The input LR (low resolution) feature map x
has the shape of (n, c_in, h, w).
LR feature map x
is first upscaled to HR (high resolution) x_up
by repeating elements, see line 43-45 for detail. The shape of x_up
is (n, c_in, H, W).
Then, nn.functional.unfold
is called to do im2col operation to x_up
. Shape of x_up
changed to (H * W, n, c_in * k * k), see line 46.
Next, get the weight
of convolution and reshape it into (H * W, c_in * k * k, out_c).

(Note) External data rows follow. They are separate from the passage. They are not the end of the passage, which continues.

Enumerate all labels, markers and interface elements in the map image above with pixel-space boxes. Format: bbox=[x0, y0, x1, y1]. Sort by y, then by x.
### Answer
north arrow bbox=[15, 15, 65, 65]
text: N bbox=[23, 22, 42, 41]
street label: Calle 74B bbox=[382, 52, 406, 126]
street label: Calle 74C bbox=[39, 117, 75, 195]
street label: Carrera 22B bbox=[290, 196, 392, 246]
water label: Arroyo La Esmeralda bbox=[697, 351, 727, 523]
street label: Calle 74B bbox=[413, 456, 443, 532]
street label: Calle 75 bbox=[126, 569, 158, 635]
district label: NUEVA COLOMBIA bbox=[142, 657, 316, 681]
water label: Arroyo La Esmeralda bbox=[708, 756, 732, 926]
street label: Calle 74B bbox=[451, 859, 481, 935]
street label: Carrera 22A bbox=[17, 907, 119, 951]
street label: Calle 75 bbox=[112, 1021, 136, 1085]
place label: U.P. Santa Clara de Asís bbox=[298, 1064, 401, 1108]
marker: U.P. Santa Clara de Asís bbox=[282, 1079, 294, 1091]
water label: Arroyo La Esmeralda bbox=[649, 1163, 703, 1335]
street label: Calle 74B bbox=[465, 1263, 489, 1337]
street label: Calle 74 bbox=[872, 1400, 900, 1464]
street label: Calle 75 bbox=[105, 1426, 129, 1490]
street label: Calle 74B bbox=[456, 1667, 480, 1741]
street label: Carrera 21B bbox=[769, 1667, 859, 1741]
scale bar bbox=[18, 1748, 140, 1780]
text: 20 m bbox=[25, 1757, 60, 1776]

Finally, do batch matrix multiplication of x_up
and weight
to get the output. See line 51 and 52.
class Pos2Weight(nn.Module):
"""Pos2Weight module for Meta-SR.
(i/r_v - i//r_v, j/r_h- j//r_h, 1/r_v, 1/r_h) -> W
"""
def __init__(self, in_c, out_c=1, kernel_size=3):
super(Pos2Weight, self).__init__()
self.in_c = in_c
self.out_c = out_c
self.kernel_size = kernel_size
self.meta_block = nn.Sequential(
nn.Linear(4, 256),
nn.ReLU(inplace=True),
nn.Linear(256, kernel_size * kernel_size * in_c * out_c),
)
def forward(self, x):
x = self.meta_block(x)
return x
class MetaUpsample_im2col(nn.Module):
"""Meta Upsample module
"""
def __init__(self, in_c, out_c=1, kernel_size=3, s_v=2., s_h=2.):
super(MetaUpsample, self).__init__()
self.in_c = in_c
self.out_c = out_c
self.kernel_size = kernel_size
self.s_v = s_v
self.s_h = s_h
self.phi = Pos2Weight(in_c, out_c, kernel_size)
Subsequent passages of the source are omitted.